What This Pattern Prevents
Vendor lock-in. If your model provider doubles their pricing tomorrow, you change the routing configuration. You don’t rewrite twelve integrations.
Prompt drift. When prompts live in code, they accumulate undocumented changes across branches and deployments. When prompts live in the database with version tracking, every change is deliberate and reversible.
Developer bottlenecks. The product owner doesn’t need to file a ticket to adjust how the AI coaching feature responds. They edit it themselves. The people with domain expertise have direct access to the AI configuration.
Invisible costs. Every AI call is logged, measured, and attributed. There are no surprise invoices. No “we’re spending how much on AI?” moments.

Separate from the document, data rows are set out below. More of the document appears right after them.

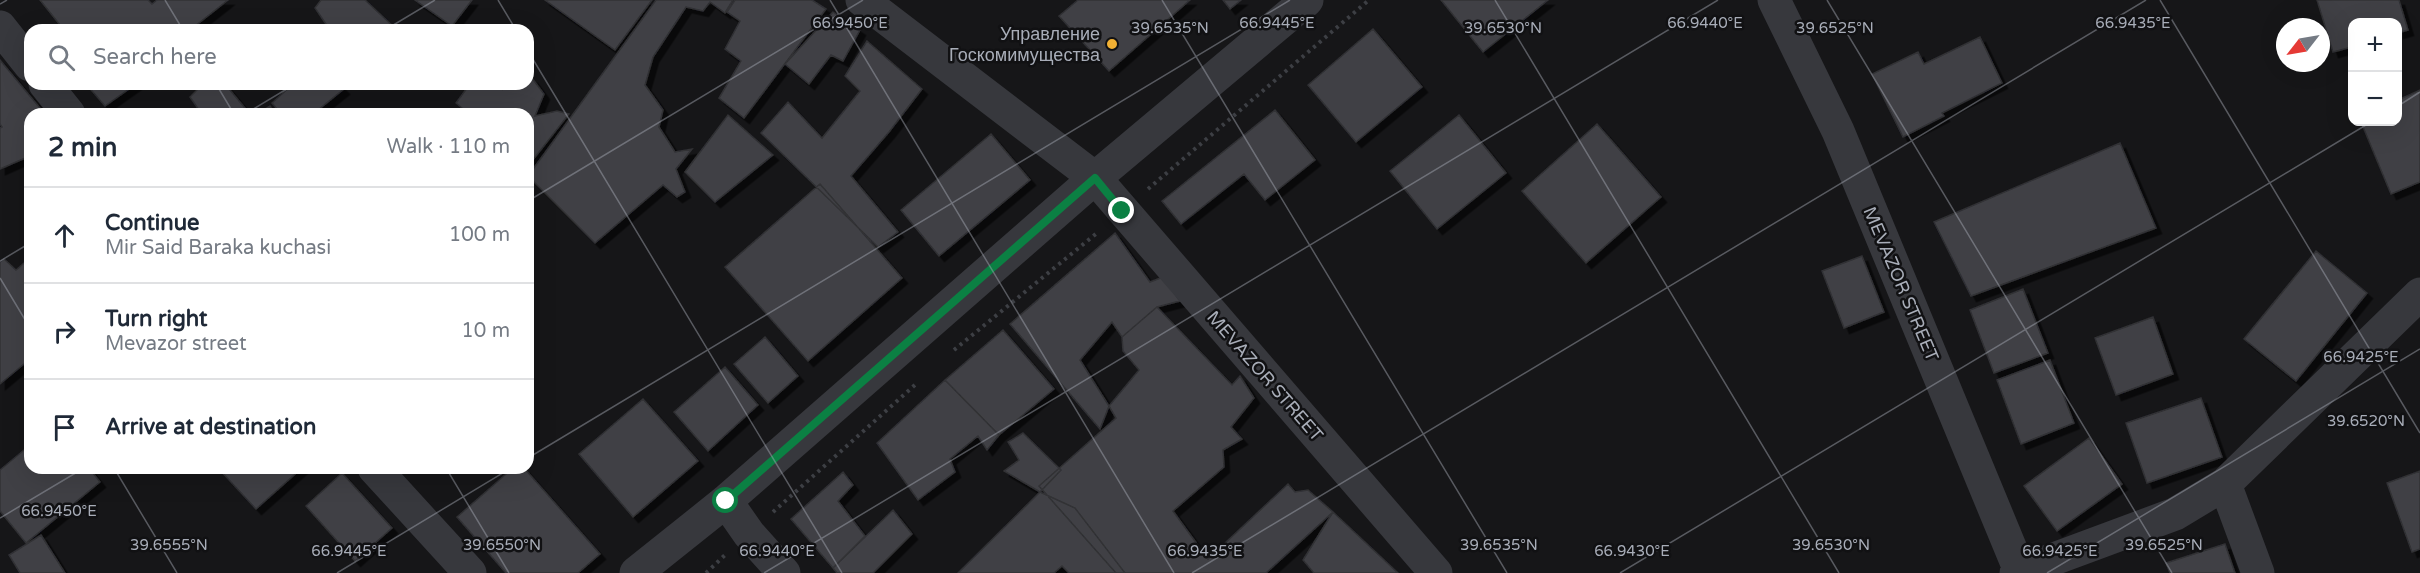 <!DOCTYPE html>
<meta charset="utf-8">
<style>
:root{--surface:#fff;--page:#f2f2f3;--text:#1f2937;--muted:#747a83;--line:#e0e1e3}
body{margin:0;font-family:"Varela Round",sans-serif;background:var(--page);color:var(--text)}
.controls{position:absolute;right:18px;top:18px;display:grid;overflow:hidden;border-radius:12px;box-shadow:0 6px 24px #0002}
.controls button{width:54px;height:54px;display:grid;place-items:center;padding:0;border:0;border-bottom:2px solid var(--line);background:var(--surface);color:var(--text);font:30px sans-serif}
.compass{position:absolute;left:2276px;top:18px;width:54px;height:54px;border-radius:50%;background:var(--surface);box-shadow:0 6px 24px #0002;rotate:239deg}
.stop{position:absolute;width:18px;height:18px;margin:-14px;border:4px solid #0b8043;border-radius:50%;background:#fff}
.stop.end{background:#0b8043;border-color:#fff;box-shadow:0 2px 6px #0008}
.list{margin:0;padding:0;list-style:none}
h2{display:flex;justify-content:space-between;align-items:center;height:78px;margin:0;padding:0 24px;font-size:26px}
h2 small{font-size:20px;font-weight:400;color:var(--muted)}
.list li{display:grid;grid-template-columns:39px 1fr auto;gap:18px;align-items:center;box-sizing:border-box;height:96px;padding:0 24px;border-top:2px solid var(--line)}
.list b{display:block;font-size:22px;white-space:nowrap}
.list p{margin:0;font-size:20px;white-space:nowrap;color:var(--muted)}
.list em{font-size:20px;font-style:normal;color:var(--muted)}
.icon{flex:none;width:33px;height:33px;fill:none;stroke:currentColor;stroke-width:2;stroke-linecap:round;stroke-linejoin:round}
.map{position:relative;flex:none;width:2420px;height:573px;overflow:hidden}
.search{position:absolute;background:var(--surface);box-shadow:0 6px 24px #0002;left:24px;top:24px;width:510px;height:66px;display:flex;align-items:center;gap:15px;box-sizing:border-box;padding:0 21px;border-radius:18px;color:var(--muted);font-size:22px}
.panel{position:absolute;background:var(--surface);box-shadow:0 6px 24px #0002;left:24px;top:108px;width:510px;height:366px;border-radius:18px}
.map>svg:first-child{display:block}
.building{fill:#404145;stroke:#303034;stroke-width:1.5;filter:url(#shadow)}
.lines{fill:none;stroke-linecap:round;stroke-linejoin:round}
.path{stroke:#3d3f44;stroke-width:4;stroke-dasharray:3 4.5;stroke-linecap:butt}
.minor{stroke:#37383d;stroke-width:33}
.route{stroke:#0b8043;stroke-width:8}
.ticks{fill:none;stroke:#a8adb8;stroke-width:1.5;stroke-opacity:0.45}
.poi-dot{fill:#f2b134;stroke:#111113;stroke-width:2}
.labels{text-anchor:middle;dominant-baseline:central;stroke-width:5;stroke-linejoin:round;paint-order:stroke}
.poi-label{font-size:18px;fill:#a8adb8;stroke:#111113;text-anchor:end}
.street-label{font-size:18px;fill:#a8adb8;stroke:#111113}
.ticks-label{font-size:15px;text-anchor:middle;fill:#a8adb8;stroke:#111113;stroke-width:5;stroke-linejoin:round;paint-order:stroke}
</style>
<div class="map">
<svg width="2420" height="573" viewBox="0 0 2420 573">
<defs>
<filter id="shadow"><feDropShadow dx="5.5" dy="5.5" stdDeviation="0" flood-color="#0009"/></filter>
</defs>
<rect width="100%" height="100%" fill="#161618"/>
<path class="building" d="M40,0H148L152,4L157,0H228L190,30H64Z
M321,0H365L397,30H330L315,8Z
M415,0H472L452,26Z
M545,0H652L615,50Z
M656,0H733L725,13L710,2L703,11L686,7L653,57L645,85L663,110L659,127L675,152L692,149L676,169L685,192L677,197L663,185L595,243L528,176Z
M735,0H812L826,9L744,118L719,98L741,61L725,49L740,21L727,12Z
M1078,0H1190L1109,71L1059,16Z
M1223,0H1241L1230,9Z
M1441,0H1548L1483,52Z
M2317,0H2399L2408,30L2398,33V22H2352V47L2333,52Z
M833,12L860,30L843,61L831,55L809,84L785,64Z
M1373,29L1422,87L1356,142L1308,85Z
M1980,37L2002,83L1942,113L1944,116L1903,137L1872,74L1918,52L1924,64Z
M867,41L922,89L889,132L851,176L898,232L878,247L761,133L788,102L822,138L860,91L845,76Z
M0,60L45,114H30V156L0,169V128L2,127L0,124Z
M528,78H532L544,94L535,116L557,111L569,114L529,165L528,114H469L456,103L470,84H503V89L510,84H528Z
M86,84H136L105,106Z
M203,84H225L250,114H196L199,110L190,97Z
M293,84H339L344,89L313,114H281L272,103Z
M2420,90V182L2391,194L2361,122H2398V100Z
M270,106L275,114H257Z
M1275,110L1315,160L1265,200L1244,174L1181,224L1162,201Z
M728,115L773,155L715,202L685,172Z
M1459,115L1506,173L1437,229L1390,171Z
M1597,124L1661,197L1586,263L1522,191Z
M991,134L1030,180L939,256L901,210Z
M2120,143L2156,228L1971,296L1934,222Z
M820,184L902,278L808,361L725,267Z
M1115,233L1150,282L1163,277L1180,301L1157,307L1122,337L1112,322L1080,360L1109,406L1100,429L1010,324Z
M2316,251L2367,293L2296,381L2244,339Z
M1862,256L1884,312L1844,328L1822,271Z
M30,258V359L0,384V262L4,259L16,270Z
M2023,289L2048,353L1994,373L1970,310Z
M1157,307L1232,385L1240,376L1254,398L1231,427L1242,439L1223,450L1224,467L1173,511L1208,559L1288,484L1295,492L1308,490L1333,512L1266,573H1116L1039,486L1116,418L1109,406L1139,370L1123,351L1122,337Z
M2153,317L2173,374L2116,395L2095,338Z
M1003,330L1054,389L999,435L945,380Z
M765,337L798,376L768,403L734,364Z
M2050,360L2074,423L2021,444L1997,380Z
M725,367L758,405L708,451L674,412Z
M945,380L999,435L987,450L978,436L950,459L955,472L918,500L877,443Z
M2201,398L2222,457L2147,483L2126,423Z
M643,399L698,461L633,517L579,454Z
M1023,433L1061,470L1040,492L1004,471L1019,460L1008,442Z
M2089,438L2122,484L2057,531L2024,486Z
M30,445V468H89L100,482L26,543L0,511V470Z
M218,468H302L256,509Z
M513,468H524L600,554L578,573H506L457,517Z
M2420,471V549L2412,552L2387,483Z
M843,472L853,485L838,501L865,536L833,568L791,519Z
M342,473L392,528L355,561L306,506Z
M1040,492L1075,508L1125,573H1069L1062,566L1054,573H958Z
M893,510L912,534L873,573H837L833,568Z
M1333,512L1398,573H1314L1303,560Z
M41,535L65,573H20L9,555Z
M2225,544L2235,573H2170L2166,563Z"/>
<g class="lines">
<path class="path" d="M1148,189L1369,0
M954,350L1097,233
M773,512L917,383
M706,573L725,555"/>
<path class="minor" d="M862,0L1095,178L1436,573
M1774,0L1838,131L2020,571
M0,27L30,65
M45,84L69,114
M374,468L470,573
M2225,484L2258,573
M726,501L749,534L784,573
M636,573L726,501L1095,178L1307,0
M2016,573L2175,514L2225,484L2420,294"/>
</g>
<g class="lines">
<path class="route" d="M726,501L1095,178L1122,211"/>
</g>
<path class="ticks" d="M165,0L183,30M498,0L516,30M830,0L1174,573M1162,0L1507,573M1495,0L1839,573M1827,0L2172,573M2160,0L2420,433M0,4L7,0M385,30L435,0M528,51L842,573M216,84L234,114M2398,106L2420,92M245,114L295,84M528,201L863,0M0,261L30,243M0,278L30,328M528,458L1290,0M114,468L177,573M446,468L509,573M0,518L84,468M337,573L511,468M764,573L1718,0M1192,573L2146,0M1620,573L2371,122M2047,573L2420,349"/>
<circle class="poi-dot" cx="1112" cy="44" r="6"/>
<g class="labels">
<g class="poi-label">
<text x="1100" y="34">Управление<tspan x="1100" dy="21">Госкомимущества</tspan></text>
</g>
<g class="street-label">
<text transform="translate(1901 284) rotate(67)">MEVAZOR STREET</text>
<text transform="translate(1265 376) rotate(49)">MEVAZOR STREET</text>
</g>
</g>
<g class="ticks-label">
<text x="1277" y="28">66.9445°E</text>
<text x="850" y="28">66.9450°E</text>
<text x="1705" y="28">66.9440°E</text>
<text x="2133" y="28">66.9435°E</text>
<text x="1170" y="33">39.6535°N</text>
<text x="1503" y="33">39.6530°N</text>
<text x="1835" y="33">39.6525°N</text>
<text x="2361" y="362">66.9425°E</text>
<text x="2366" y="426">39.6520°N</text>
<text x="59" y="516">66.9450°E</text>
<text x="169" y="550">39.6555°N</text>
<text x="502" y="550">39.6550°N</text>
<text x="1499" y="550">39.6535°N</text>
<text x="1831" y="550">39.6530°N</text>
<text x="2164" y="550">39.6525°N</text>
<text x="349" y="556">66.9445°E</text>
<text x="777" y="556">66.9440°E</text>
<text x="1205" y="556">66.9435°E</text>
<text x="1632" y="556">66.9430°E</text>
<text x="2060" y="556">66.9425°E</text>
</g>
</svg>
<div class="controls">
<button>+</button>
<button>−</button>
</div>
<svg class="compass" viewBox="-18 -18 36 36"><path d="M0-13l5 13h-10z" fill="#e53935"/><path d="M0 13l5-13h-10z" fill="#747a83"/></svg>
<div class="stop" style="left:726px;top:501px"></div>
<div class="stop end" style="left:1122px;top:211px"></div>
<div class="search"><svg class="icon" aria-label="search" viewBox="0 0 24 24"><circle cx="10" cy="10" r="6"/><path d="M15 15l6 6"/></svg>Search here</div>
<section class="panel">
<h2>2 min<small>Walk · 110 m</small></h2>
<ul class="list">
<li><svg class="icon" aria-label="ahead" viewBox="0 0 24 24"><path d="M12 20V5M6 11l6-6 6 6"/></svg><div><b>Continue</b><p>Mir Said Baraka kuchasi</p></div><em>100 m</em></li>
<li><svg class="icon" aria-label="right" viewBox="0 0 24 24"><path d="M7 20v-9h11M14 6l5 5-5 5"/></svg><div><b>Turn right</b><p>Mevazor street</p></div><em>10 m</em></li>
<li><svg class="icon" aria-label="arrive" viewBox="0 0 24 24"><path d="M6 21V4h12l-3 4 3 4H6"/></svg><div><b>Arrive at destination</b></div></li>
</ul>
</section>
</div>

AI Isn’t a Feature. It’s a Layer.
The mistake most teams make with AI is treating it as a feature: “We added AI to our product.” The framing is wrong. You didn’t add AI. You added twelve specific capabilities that happen to use language models as their execution engine. The prompts encode your business logic. The models are commodity infrastructure.
When you build AI as a layer — database, service, admin UI — you get operational control over your intelligence. You can measure it, tune it, swap it, and explain it. When you build AI as a feature — hardcoded prompts, vendor-specific SDKs, no admin tooling — you get a dependency that looks clever until the vendor changes their terms.
The requirements discipline applies here as much as anywhere. Each of those twelve prompts was specified before it was built. The model assignments were deliberate choices, not defaults. The admin portal was a day-one requirement, not a “nice to have.” Every decision was explicit, documented, and reversible.
Twelve features. Twelve database rows. One service class. One admin portal. Zero vendor lock-in.
AI isn’t magic. It’s infrastructure. Build it like infrastructure, and it will serve you for years. Build it like magic, and it will surprise you — rarely in the way you want.